S (REAR) ELEVATION: 3-bay elevation (to right, recessed 4th bay to basement and ground floor only.). To right bay, blind windows to 2nd and attic floors. Some windows at basement and ground floor altered or blocked up.

GLAZING etc: predominantly 12-pane glazing in timber sash and case windows; plate-glass in timber sash and case windows to attic floor; predominantly modern glazing to ground floor. Double-piend roof, curved to N; graded grey slates. Corniced rendered ridge stack with circular cans to right of N elevation; stone wallhead stack with circular cans to E elevation; 2 corniced rubble wallhead stacks to rear.

RAILINGS: cast iron railings, gates and balcony surrounding basement area to N elevation; circular design with spear-headed dog bars.

Statement of Interest

The impressive curved Ionic quadrant of Blenheim Place, in conjunction with its Doric counterpart on the other side of the road at Leopold Place, forms one of the architectural set-pieces of Playfair's Calton scheme, set on a commanding corner site framing the Eastern exit and entry to the city via the then newly built London Road. It is important for its streetscape value, as an example of the work of one of Scotland's leading early 19th century architects, and as a significant element of the Eastern New Town scheme. The railings are important as their design is a distinctive element which Playfair repeated in large areas of the Calton scheme.

Designed and built as of high quality private housing, the majority of the block retains its original residential use, although the ground floor now houses a shop and a bank.

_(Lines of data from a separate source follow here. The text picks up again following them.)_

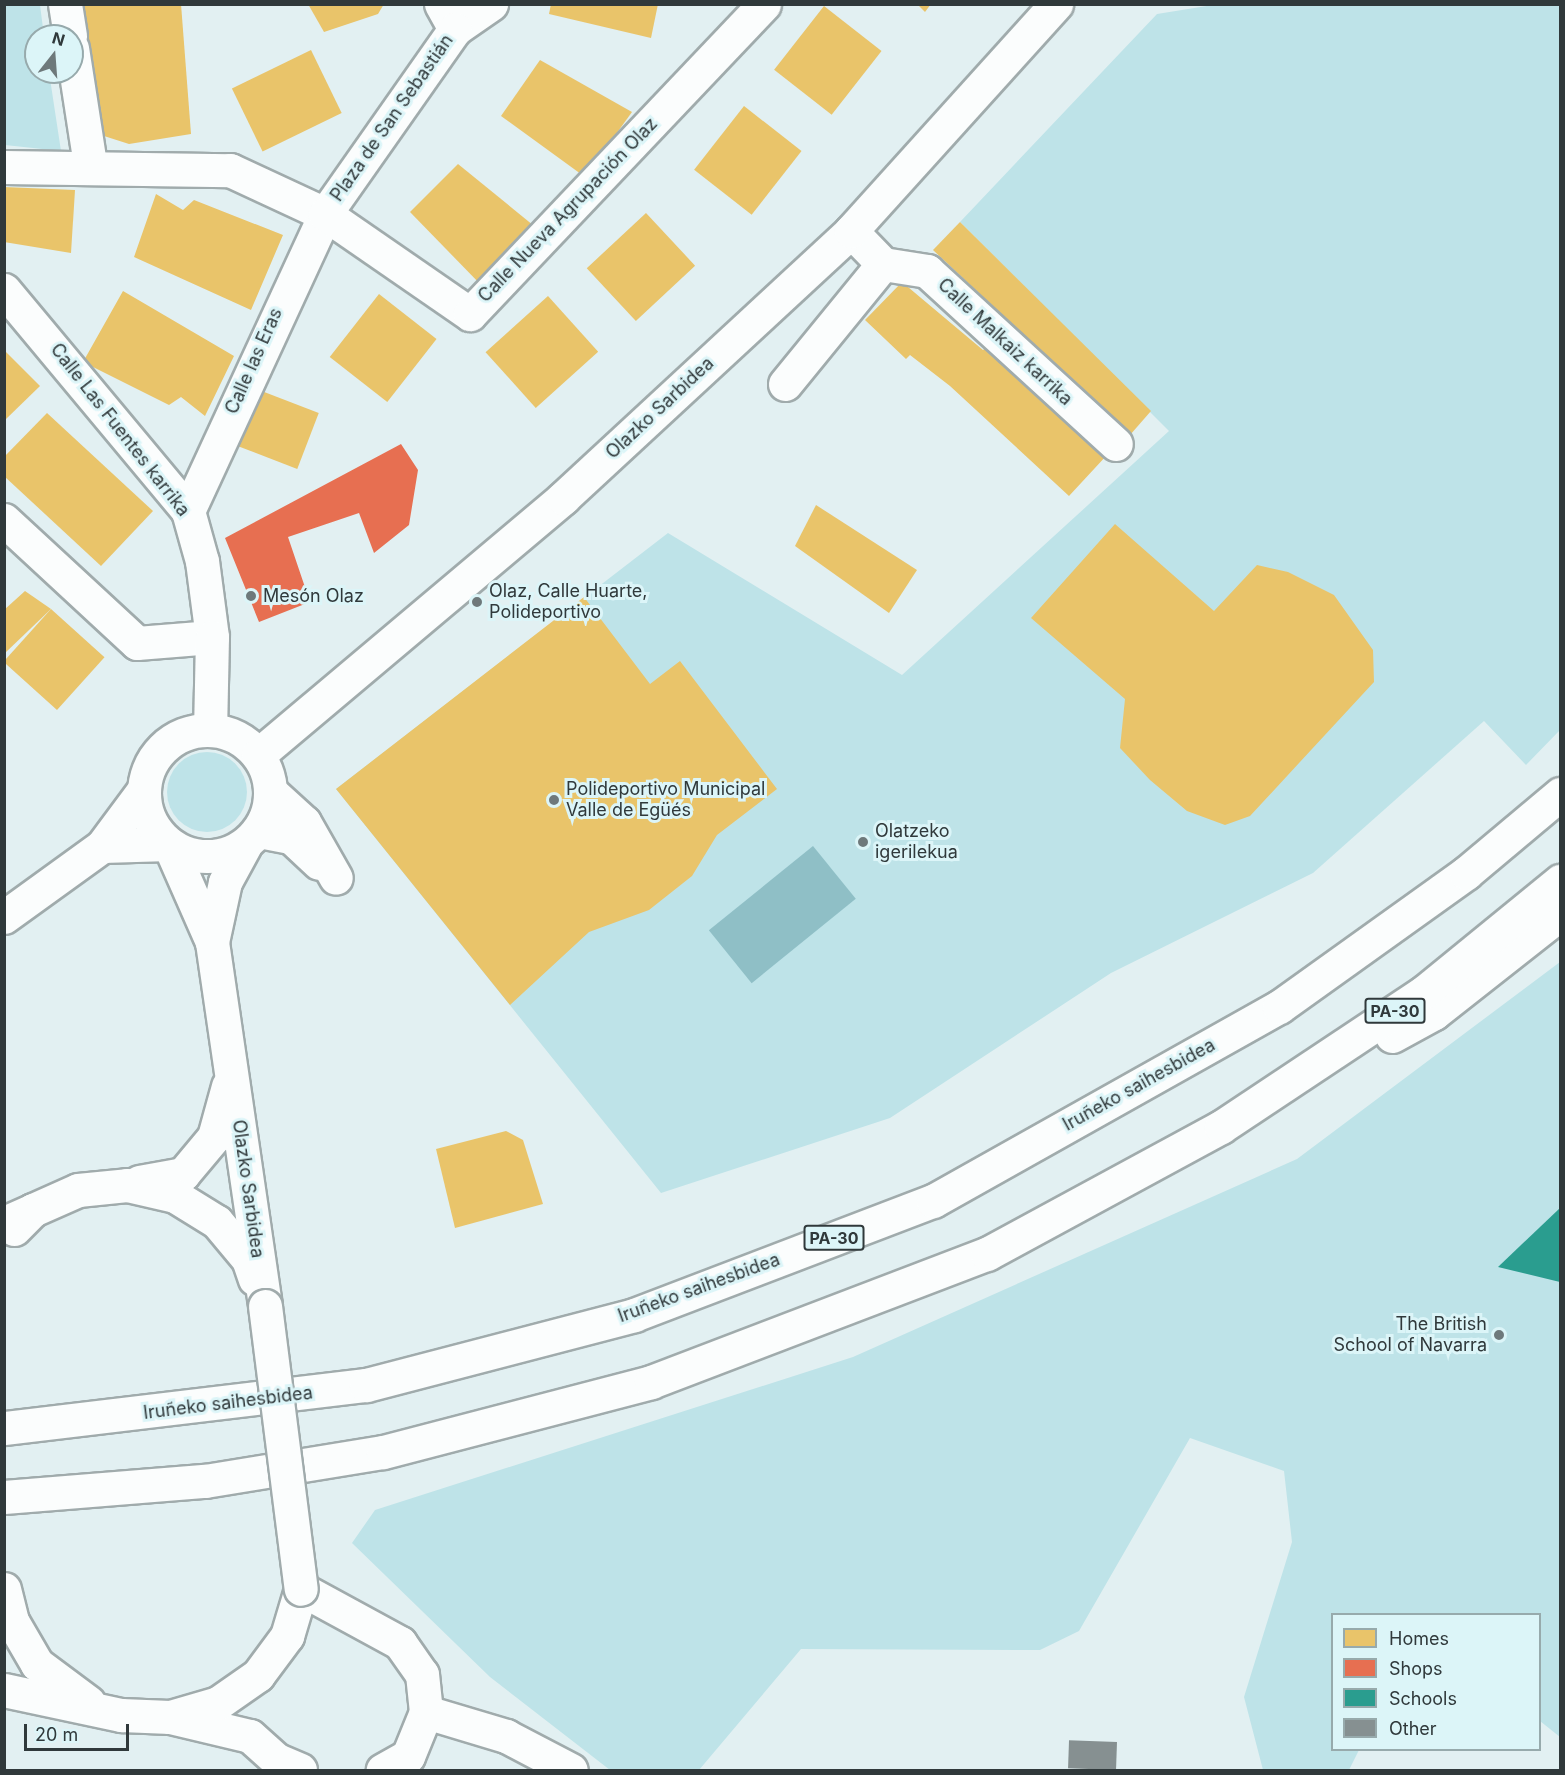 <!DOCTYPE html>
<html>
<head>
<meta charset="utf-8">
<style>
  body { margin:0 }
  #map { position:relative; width:1565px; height:1775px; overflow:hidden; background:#e2f0f2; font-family:Inter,sans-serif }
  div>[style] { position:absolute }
  .green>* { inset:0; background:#bee3e8 }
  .round { border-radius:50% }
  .water>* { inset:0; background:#8fbfc6; transform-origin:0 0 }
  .homes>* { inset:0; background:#e9c46a; transform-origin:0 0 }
  .shops>* { inset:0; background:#e76f51 }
  .schools>* { inset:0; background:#2a9d8f }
  .building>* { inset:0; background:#869091; transform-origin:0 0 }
  .roads { filter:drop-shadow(2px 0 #a0abac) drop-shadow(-2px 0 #a0abac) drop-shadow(0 2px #a0abac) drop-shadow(0 -2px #a0abac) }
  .street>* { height:33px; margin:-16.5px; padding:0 16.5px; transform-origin:16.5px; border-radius:16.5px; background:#fbfdfd }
  .secondary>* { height:33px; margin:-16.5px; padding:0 16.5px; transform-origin:16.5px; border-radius:16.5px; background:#fbfdfd }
  .secondary>.ring { margin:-16.5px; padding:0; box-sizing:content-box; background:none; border:33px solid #fbfdfd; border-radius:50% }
  .highway>* { height:33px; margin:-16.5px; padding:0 16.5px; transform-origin:16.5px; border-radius:16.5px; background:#fbfdfd }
  .bridges { filter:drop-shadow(2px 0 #a0abac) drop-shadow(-2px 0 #a0abac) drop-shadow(0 2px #a0abac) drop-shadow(0 -2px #a0abac) }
  .secondary-bridge>* { height:33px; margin:-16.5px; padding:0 16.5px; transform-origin:16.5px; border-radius:16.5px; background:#fbfdfd }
  .dots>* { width:16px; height:16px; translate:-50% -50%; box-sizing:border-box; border:3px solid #dcf5f8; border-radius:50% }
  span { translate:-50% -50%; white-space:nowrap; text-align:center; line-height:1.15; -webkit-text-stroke:6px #dcf5f8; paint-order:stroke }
  .shield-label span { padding:2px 4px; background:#dcf5f8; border:2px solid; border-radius:4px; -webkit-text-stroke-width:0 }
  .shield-label { font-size:16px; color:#30393b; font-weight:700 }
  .street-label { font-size:18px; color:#30393b }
  .poi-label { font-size:18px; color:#30393b }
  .left { translate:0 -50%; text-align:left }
  .right { translate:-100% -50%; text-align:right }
  .frame { position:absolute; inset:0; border:6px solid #30393b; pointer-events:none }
  .legend { position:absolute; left:1331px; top:1613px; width:210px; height:138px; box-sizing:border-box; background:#dcf5f8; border:2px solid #97aaac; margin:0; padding:8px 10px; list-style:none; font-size:18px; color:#30393b }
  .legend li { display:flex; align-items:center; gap:12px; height:30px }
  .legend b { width:30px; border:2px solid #97aaac }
  .north { position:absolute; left:24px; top:24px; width:60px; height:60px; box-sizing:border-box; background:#dcf5f8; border:2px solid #97aaac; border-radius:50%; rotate:17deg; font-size:16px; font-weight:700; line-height:24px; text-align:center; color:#30393b }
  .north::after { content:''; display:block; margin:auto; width:21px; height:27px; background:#6e797b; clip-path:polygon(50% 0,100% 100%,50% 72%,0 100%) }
  .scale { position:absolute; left:24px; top:1724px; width:105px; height:27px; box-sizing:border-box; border:3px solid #30393b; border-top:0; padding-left:8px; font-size:18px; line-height:21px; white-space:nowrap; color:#30393b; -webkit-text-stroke:4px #dcf5f8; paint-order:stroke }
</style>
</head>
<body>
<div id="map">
  <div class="green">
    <i style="clip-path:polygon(1219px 4px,1560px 5px,1560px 730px,1526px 765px,1484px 721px,1313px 873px,1111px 973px,890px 1118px,661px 1193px,336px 789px,668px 533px,902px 675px,1169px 431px,960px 222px,1157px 14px)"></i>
    <i style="clip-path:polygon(5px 5px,40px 5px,44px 36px,36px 36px,36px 72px,49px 72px,61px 151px,5px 145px)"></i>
    <i class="round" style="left:167px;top:752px;width:80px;height:80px"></i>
    <i style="clip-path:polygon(1560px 962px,1560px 1737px,1540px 1721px,1540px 1614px,1332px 1614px,1332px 1750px,1359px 1750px,1349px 1770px,1263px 1770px,1244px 1697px,1292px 1542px,1284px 1471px,1190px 1438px,1079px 1631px,1040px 1650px,801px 1649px,699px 1770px,610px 1770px,490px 1677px,352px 1543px,375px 1510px,853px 1357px,1297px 1159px)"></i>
  </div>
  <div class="water">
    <i style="left:813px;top:846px;width:68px;height:134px;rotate:51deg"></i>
  </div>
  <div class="homes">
    <i style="clip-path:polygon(80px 4px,181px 4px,191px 134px,129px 144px,104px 136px)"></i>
    <i style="clip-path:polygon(308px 4px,384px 4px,378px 14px,324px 32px)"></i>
    <i style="clip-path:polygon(551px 4px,658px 4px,651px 38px,549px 14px)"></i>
    <i style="clip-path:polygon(917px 4px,931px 4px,925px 12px)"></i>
    <i style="left:824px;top:6px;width:73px;height:81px;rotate:38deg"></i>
    <i style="left:311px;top:50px;width:70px;height:88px;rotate:64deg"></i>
    <i style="clip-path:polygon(540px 60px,632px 112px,585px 177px,501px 116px)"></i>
    <i style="left:744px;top:106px;width:73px;height:81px;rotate:38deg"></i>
    <i style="clip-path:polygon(458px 164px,539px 230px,483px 287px,410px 212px)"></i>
    <i style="clip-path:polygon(4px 187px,75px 190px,71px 253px,4px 242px)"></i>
    <i style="clip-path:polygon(156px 194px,183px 210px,194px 200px,283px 235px,251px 310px,134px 257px)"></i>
    <i style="left:646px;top:213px;width:72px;height:81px;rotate:47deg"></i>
    <i style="clip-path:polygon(960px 222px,1151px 411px,1130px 435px,933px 250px)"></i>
    <i style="clip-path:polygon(902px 282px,983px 350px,987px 347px,1107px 455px,1069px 496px,950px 386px,910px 355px,906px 359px,865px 320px)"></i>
    <i style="clip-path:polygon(123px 291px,234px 356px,205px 416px,181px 397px,169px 405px,83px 362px)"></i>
    <i style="left:379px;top:294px;width:73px;height:80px;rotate:38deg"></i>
    <i style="left:548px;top:296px;width:75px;height:84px;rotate:48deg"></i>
    <i style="clip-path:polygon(4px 350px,40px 386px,4px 421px)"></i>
    <i style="left:259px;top:390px;width:64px;height:60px;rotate:21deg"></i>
    <i style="clip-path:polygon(47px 413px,153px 511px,101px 566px,4px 476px,4px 457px)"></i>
    <i style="clip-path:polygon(816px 505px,917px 570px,889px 613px,795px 546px)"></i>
    <i style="clip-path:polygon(1115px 524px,1214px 611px,1257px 565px,1288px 572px,1334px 595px,1373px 650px,1374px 682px,1250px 816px,1225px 825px,1187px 811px,1150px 780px,1120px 748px,1125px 699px,1031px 618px)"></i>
    <i style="clip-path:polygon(25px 591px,51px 609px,4px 654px,4px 610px)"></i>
    <i style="clip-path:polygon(584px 597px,650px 684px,680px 661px,777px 789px,717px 835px,692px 876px,649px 910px,589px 932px,510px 1005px,336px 789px)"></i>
    <i style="left:51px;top:609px;width:72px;height:71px;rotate:42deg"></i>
    <i style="clip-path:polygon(506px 1131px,523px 1140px,543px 1204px,455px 1228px,436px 1149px)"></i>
  </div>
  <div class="shops">
    <i style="clip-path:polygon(401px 444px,418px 470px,409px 525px,374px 553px,359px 513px,288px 537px,310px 602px,259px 622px,225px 538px)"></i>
  </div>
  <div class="schools">
    <i style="clip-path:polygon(1560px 1208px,1560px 1282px,1498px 1267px)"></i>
  </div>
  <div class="building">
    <i style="left:1117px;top:1742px;width:28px;height:48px;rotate:92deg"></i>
  </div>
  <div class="roads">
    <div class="street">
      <i style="left:65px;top:4px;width:32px;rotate:81deg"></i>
      <i style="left:441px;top:4px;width:29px;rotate:61deg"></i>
      <i style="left:455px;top:29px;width:44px;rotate:-34.8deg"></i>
      <i style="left:72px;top:48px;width:117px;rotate:81.2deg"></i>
      <i style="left:4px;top:167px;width:226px;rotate:0.8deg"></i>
      <i style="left:230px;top:170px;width:105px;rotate:24.9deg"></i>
      <i style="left:325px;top:214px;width:226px;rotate:-54.9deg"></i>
      <i style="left:851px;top:231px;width:46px;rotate:45.9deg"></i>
      <i style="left:883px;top:264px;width:45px;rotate:9deg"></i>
      <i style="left:927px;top:271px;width:256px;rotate:42.5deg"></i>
      <i style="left:785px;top:384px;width:155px;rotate:-50.8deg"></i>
      <i style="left:188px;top:511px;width:327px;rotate:-65.2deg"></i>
      <i style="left:325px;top:214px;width:176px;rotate:34.6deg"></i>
      <i style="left:470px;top:314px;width:427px;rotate:-46.5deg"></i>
      <i style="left:4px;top:520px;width:181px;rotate:42.8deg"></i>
      <i style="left:137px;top:643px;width:75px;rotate:-4.6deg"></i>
      <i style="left:272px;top:793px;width:43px;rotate:42.2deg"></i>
      <i style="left:304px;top:822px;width:64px;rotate:60.3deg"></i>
      <i style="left:259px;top:831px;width:33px;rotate:11deg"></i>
      <i style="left:291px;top:837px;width:38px;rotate:43deg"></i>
      <i style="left:102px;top:846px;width:67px;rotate:-1.7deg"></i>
      <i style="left:4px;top:917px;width:121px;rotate:-35.9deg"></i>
      <i style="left:102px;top:846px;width:69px;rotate:-53.3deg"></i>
      <i style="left:301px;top:1589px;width:113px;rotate:28.6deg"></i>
      <i style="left:400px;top:1643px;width:38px;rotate:55deg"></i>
      <i style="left:422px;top:1674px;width:38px;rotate:84deg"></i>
      <i style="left:426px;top:1712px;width:48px;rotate:112.2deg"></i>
      <i style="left:408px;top:1756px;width:29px;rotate:151deg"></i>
      <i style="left:426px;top:1712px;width:84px;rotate:16.7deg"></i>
      <i style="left:506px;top:1736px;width:73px;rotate:27.6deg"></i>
      <i style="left:170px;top:1717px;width:82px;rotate:13.4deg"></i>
      <i style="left:250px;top:1736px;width:36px;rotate:42deg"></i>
      <i style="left:277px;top:1760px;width:25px;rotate:23deg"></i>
    </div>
    <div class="secondary">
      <i style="left:4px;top:290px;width:288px;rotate:50.2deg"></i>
      <i style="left:188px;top:511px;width:52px;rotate:74.4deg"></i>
      <i style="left:202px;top:561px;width:77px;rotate:82.5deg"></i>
      <i style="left:212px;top:637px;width:92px;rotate:91.2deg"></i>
      <i class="ring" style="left:144px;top:730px;width:93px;height:93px"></i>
      <i style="left:258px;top:755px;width:399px;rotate:-40.1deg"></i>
      <i style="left:563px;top:498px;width:393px;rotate:-42.8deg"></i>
      <i style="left:851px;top:231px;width:306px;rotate:-47.9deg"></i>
      <i style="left:169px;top:844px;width:107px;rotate:66.3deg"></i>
      <i style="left:212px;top:942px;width:368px;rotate:81.7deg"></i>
      <i style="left:212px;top:942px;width:61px;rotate:-77.8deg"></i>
      <i style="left:225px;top:882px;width:42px;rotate:-61.6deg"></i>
      <i style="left:139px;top:1182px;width:45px;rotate:-10.3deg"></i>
      <i style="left:183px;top:1174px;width:48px;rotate:-50deg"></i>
      <i style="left:214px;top:1137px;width:53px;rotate:-74.6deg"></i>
      <i style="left:14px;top:1229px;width:27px;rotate:-45deg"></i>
      <i style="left:33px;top:1210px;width:49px;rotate:-24deg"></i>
      <i style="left:78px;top:1190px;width:49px;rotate:-5.8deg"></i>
      <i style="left:127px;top:1185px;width:49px;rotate:12.9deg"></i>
      <i style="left:175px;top:1196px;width:49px;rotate:31.8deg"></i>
      <i style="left:217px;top:1222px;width:48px;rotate:50deg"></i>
      <i style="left:248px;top:1259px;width:21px;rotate:71deg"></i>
      <i style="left:4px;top:1589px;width:33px;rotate:76deg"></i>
      <i style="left:12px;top:1621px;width:50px;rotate:59.8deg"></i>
      <i style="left:37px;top:1664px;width:64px;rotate:36.7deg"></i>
      <i style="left:4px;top:1690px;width:120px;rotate:12.1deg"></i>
      <i style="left:121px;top:1715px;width:49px;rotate:2.3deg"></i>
      <i style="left:170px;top:1717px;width:50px;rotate:-16.3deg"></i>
      <i style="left:218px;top:1703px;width:49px;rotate:-35deg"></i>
      <i style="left:258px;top:1675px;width:49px;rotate:-53.4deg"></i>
      <i style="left:287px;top:1636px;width:49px;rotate:-73.4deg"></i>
    </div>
    <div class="highway">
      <i style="left:1392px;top:1036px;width:48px;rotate:-28.7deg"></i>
      <i style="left:1434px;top:1013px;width:160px;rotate:-38.2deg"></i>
      <i style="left:4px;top:1223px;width:32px;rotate:-24deg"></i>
      <i style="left:4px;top:1428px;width:365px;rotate:-6.8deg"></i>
      <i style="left:366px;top:1385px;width:277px;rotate:-14.6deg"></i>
      <i style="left:634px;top:1315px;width:320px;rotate:-20.9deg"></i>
      <i style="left:933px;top:1201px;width:397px;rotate:-29.3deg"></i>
      <i style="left:1279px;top:1007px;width:230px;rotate:-35.6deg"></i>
      <i style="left:1466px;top:873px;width:123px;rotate:-40deg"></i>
      <i style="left:4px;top:1497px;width:202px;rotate:-4.6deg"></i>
      <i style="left:205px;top:1481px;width:180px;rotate:-9.3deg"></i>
      <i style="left:383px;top:1452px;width:277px;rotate:-14.6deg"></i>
      <i style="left:651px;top:1382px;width:360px;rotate:-20.9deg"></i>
      <i style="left:987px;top:1254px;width:266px;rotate:-28.5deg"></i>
      <i style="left:1221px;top:1127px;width:244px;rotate:-33.6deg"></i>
      <i style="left:1424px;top:992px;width:176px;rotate:-39.2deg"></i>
    </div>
  </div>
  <div class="bridges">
    <div class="secondary-bridge">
      <i style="left:265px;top:1306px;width:285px;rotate:82.8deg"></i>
    </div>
  </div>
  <div class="dots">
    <i style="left:251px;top:596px;background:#6e797b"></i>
    <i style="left:477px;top:602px;background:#6e797b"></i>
    <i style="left:554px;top:800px;background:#6e797b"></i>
    <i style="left:863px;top:842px;background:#6e797b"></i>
    <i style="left:1499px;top:1335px;background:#6e797b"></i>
  </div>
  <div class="shield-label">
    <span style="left:1395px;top:1011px">PA-30</span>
    <span style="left:834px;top:1238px">PA-30</span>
  </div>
  <div class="street-label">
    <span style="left:392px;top:118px;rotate:-55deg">Plaza de San Sebastián</span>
    <span style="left:568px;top:210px;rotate:-46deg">Calle Nueva Agrupación Olaz</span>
    <span style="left:1005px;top:342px;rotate:43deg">Calle Malkaiz karrika</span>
    <span style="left:254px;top:361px;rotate:-66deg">Calle las Eras</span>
    <span style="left:660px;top:408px;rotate:-43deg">Olazko Sarbidea</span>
    <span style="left:120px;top:430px;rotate:52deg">Calle Las Fuentes karrika</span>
    <span style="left:1139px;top:1085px;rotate:-29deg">Iruñeko saihesbidea</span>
    <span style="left:248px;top:1189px;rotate:82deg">Olazko Sarbidea</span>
    <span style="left:699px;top:1288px;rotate:-20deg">Iruñeko saihesbidea</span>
    <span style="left:228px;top:1403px;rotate:-7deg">Iruñeko saihesbidea</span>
  </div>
  <div class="poi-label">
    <span class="left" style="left:489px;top:602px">Olaz, Calle Huarte,<br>Polideportivo</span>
    <span class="left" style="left:263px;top:596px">Mesón Olaz</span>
    <span class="left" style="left:566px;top:800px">Polideportivo Municipal<br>Valle de Egüés</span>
    <span class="left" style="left:875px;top:842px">Olatzeko<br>igerilekua</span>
    <span class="right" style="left:1487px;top:1335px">The British<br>School of Navarra</span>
  </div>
  <div class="frame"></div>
  <ul class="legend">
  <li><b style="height:16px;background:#e9c46a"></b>Homes</li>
  <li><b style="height:16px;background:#e76f51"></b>Shops</li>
  <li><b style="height:16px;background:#2a9d8f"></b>Schools</li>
  <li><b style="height:16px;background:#869091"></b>Other</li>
  </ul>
  <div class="north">N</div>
  <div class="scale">20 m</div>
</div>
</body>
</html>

Blenheim Place is one of the most prestigious elements of the Calton Scheme for an Eastern New Town. The origins of this new town, which was to occupy the east end of Calton Hill and lands to the north of it on the ground between Easter Road and Leith Walk, lie in a 'joint plan for building' which three principal feuars (Heriot's Hospital, Trinity Hospital and Mr Allan of Hillside) entered into in 1811. In 1812 a competition was advertised for plans for laying out the grounds in question. Thirty-two plans were received, displayed and reported on by a variety of people, including eight architects. Eventually, it was decided that none of the plans was suitable. However, it was a more general report by William Stark (who died shortly after submitting it) which caught the attention of the Commissioners and formed the basis of the final scheme. Stark's central arguement stressed the importance of planning around the natural contours and features of the land rather than imposing formal, symmetrical street plans upon it. After several years of little or no progress, in 1818 the Commissioners finally selected William Henry Playfair, a former pupil of Stark's, to plan a scheme following his master's Picturesque ideals.

The resulting scheme, presented to the Commissioners in 1819, preserved the view of and from Calton Hill by the creation of a limited development of three single sided terraces on the hill itself, and a huge radial street pattern on the land to the north. However, feuing of this lower land was slow, for a variety of reasons, and very little of Playfair's original vast scheme was built as intended.